## TASK INSTRUCTIONS
From the listing that follows, reproduce only the lines from the one holding "Map reading. Transcribe" through the one holding "I am building", both included, with no pictures.
----------------
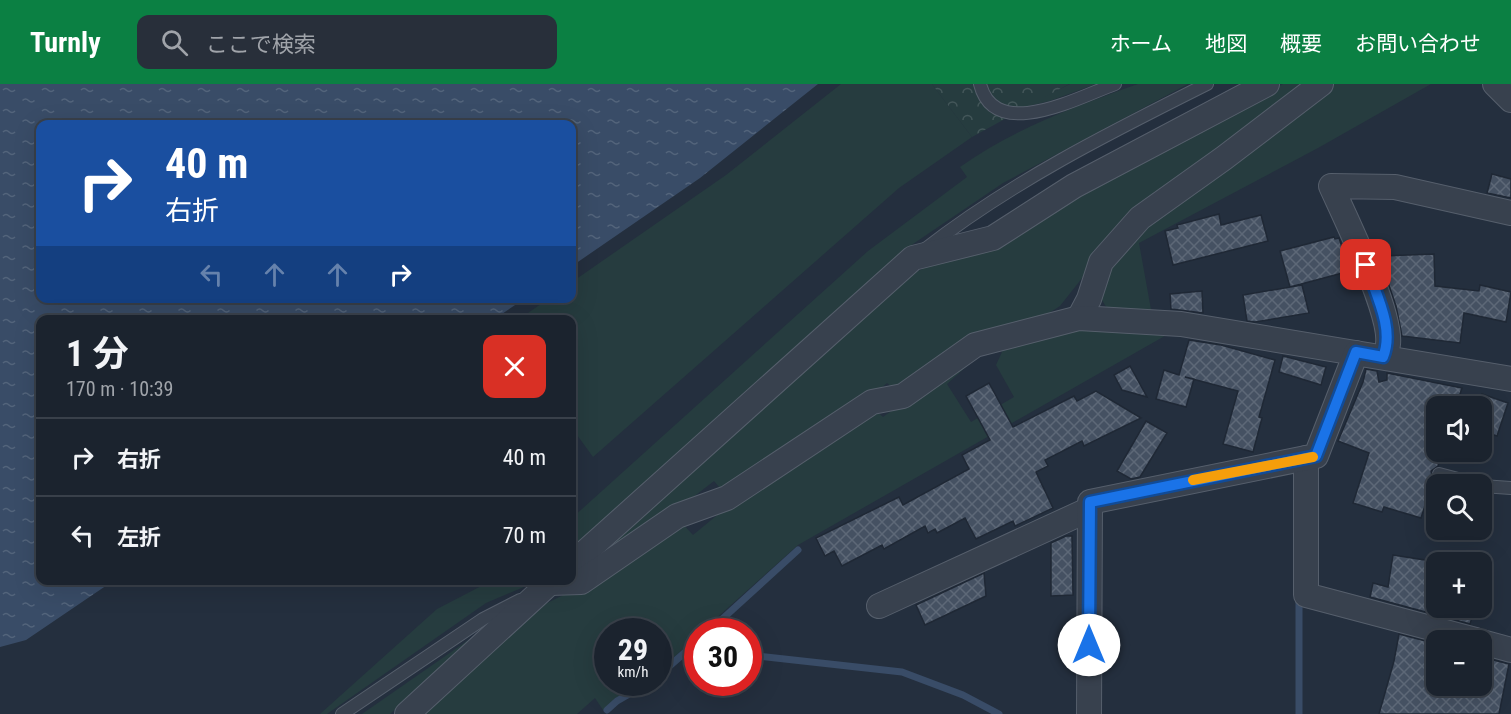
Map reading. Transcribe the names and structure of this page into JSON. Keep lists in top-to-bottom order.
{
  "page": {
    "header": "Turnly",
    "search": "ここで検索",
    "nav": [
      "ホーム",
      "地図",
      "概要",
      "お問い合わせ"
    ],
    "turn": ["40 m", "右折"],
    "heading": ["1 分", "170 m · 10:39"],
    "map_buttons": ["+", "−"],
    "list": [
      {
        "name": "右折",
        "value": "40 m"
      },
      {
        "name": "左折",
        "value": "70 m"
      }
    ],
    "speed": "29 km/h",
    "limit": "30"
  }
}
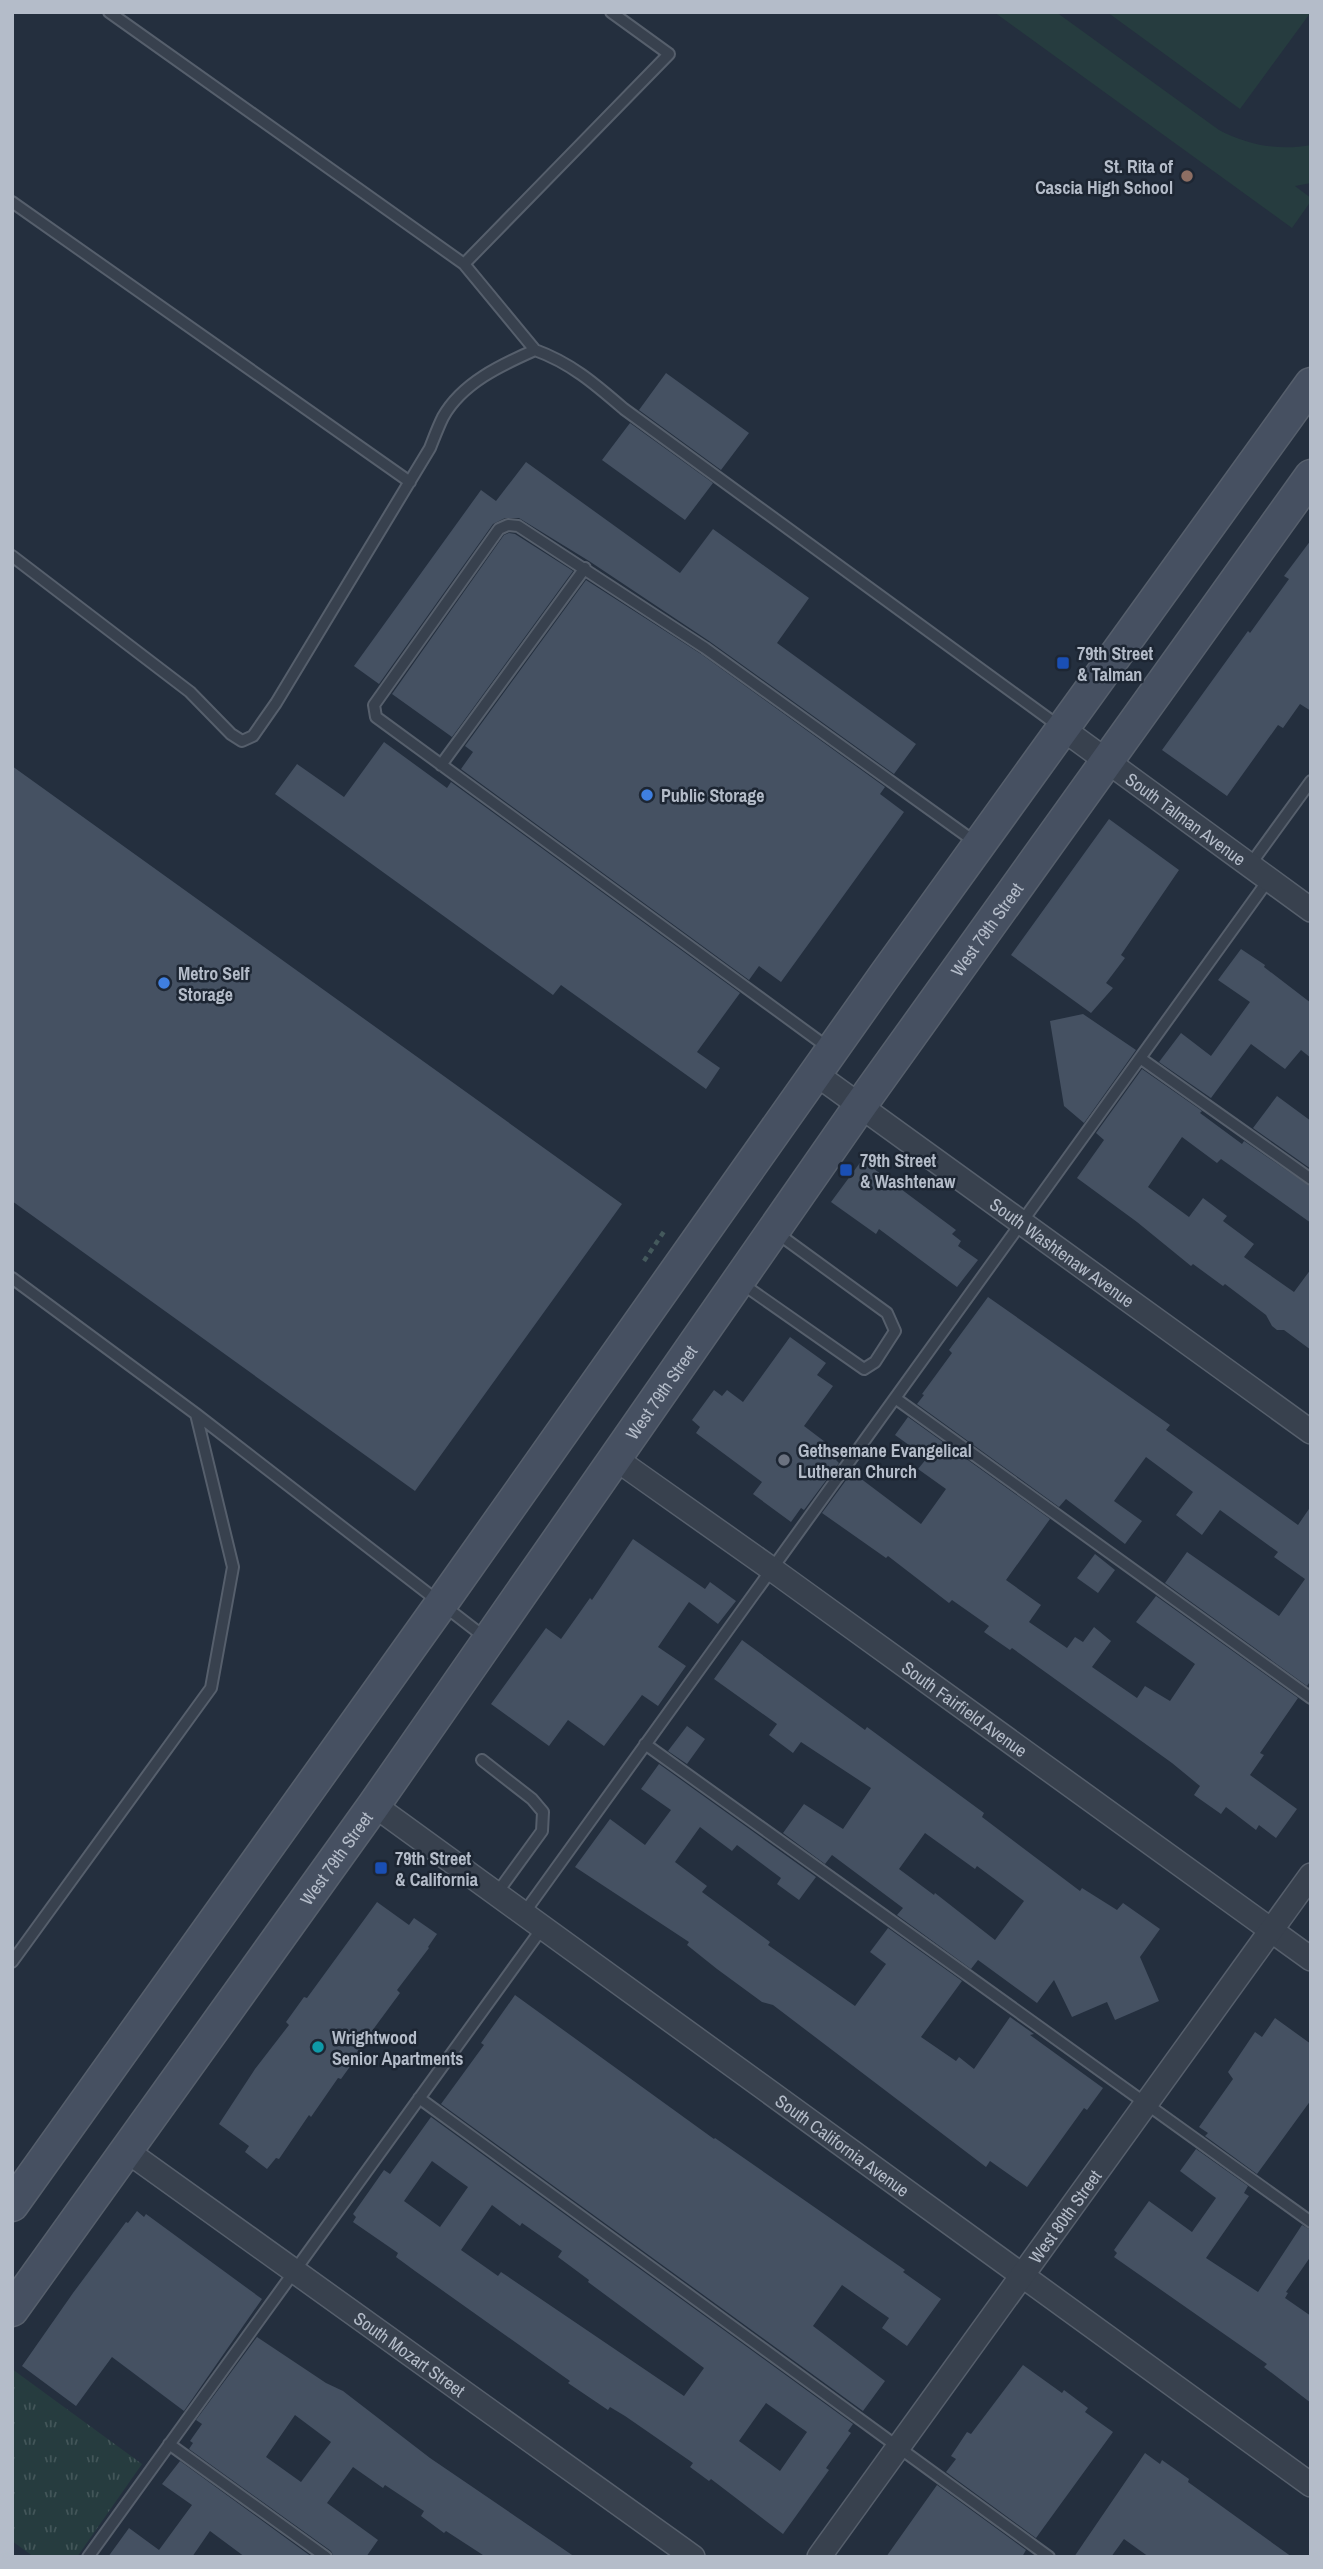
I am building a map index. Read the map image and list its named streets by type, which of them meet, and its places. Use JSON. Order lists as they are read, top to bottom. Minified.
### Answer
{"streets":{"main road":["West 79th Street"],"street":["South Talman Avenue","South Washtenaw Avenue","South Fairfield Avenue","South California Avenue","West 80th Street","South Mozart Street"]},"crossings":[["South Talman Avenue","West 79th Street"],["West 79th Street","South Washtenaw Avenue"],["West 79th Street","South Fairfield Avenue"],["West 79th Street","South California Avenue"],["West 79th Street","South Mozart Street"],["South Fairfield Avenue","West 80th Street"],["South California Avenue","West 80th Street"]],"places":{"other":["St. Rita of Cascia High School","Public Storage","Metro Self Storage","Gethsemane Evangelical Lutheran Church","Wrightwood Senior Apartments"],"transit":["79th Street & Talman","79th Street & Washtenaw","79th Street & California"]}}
----------------
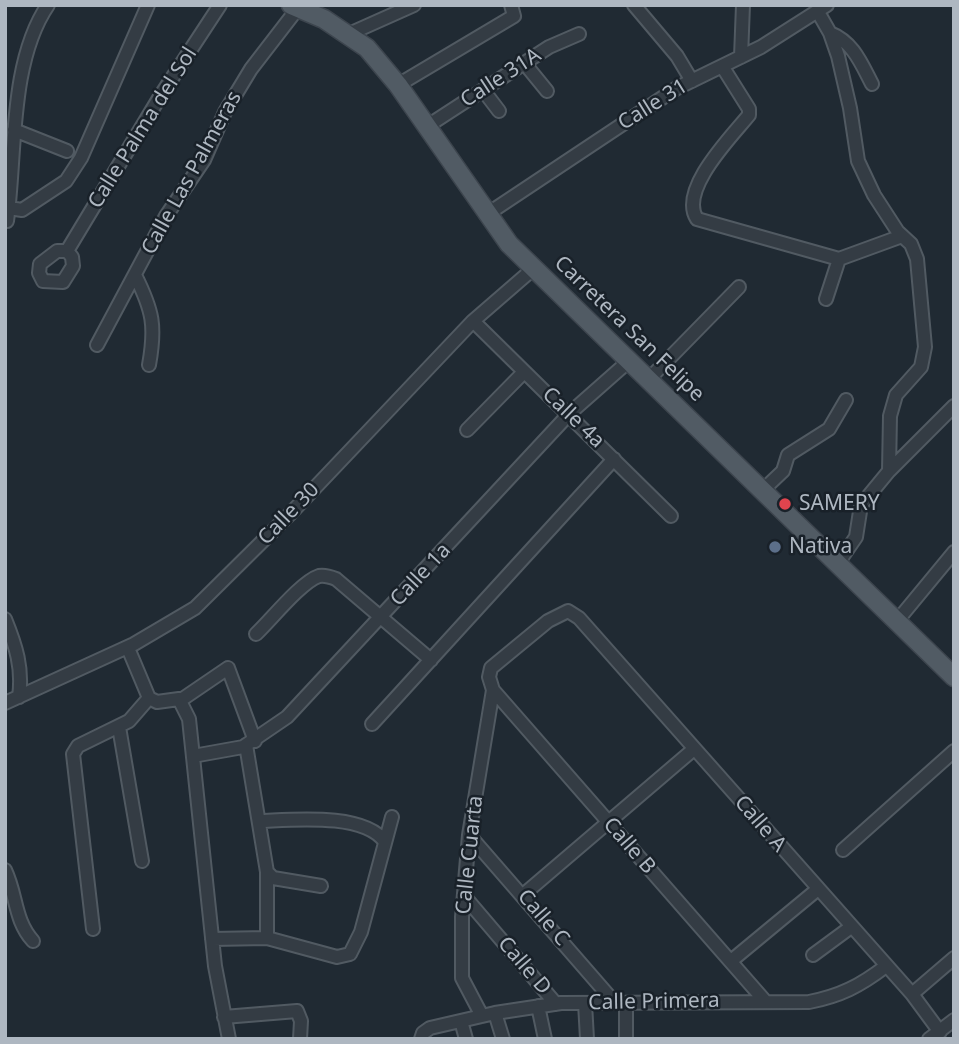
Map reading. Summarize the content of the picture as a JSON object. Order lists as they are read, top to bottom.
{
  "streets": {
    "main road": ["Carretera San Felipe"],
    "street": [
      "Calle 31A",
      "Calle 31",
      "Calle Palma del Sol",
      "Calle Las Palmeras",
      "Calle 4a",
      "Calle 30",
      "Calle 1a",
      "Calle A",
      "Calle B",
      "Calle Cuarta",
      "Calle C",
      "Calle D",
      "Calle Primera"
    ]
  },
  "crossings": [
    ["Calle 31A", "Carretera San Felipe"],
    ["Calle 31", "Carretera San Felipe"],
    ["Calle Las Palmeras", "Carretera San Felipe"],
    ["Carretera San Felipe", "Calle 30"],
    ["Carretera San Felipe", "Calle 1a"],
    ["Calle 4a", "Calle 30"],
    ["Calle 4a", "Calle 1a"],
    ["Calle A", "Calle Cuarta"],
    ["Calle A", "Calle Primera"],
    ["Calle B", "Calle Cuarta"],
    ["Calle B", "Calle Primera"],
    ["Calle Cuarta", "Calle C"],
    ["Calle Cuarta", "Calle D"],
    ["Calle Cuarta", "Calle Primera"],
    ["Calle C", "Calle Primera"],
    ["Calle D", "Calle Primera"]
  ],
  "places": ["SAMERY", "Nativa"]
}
----------------
## EXPECTED ANSWER
Map reading. Transcribe the names and structure of this page into JSON. Keep lists in top-to-bottom order.
{
  "page": {
    "header": "Turnly",
    "search": "ここで検索",
    "nav": [
      "ホーム",
      "地図",
      "概要",
      "お問い合わせ"
    ],
    "turn": ["40 m", "右折"],
    "heading": ["1 分", "170 m · 10:39"],
    "map_buttons": ["+", "−"],
    "list": [
      {
        "name": "右折",
        "value": "40 m"
      },
      {
        "name": "左折",
        "value": "70 m"
      }
    ],
    "speed": "29 km/h",
    "limit": "30"
  }
}
I am building a map index. Read the map image and list its named streets by type, which of them meet, and its places. Use JSON. Order lists as they are read, top to bottom. Minified.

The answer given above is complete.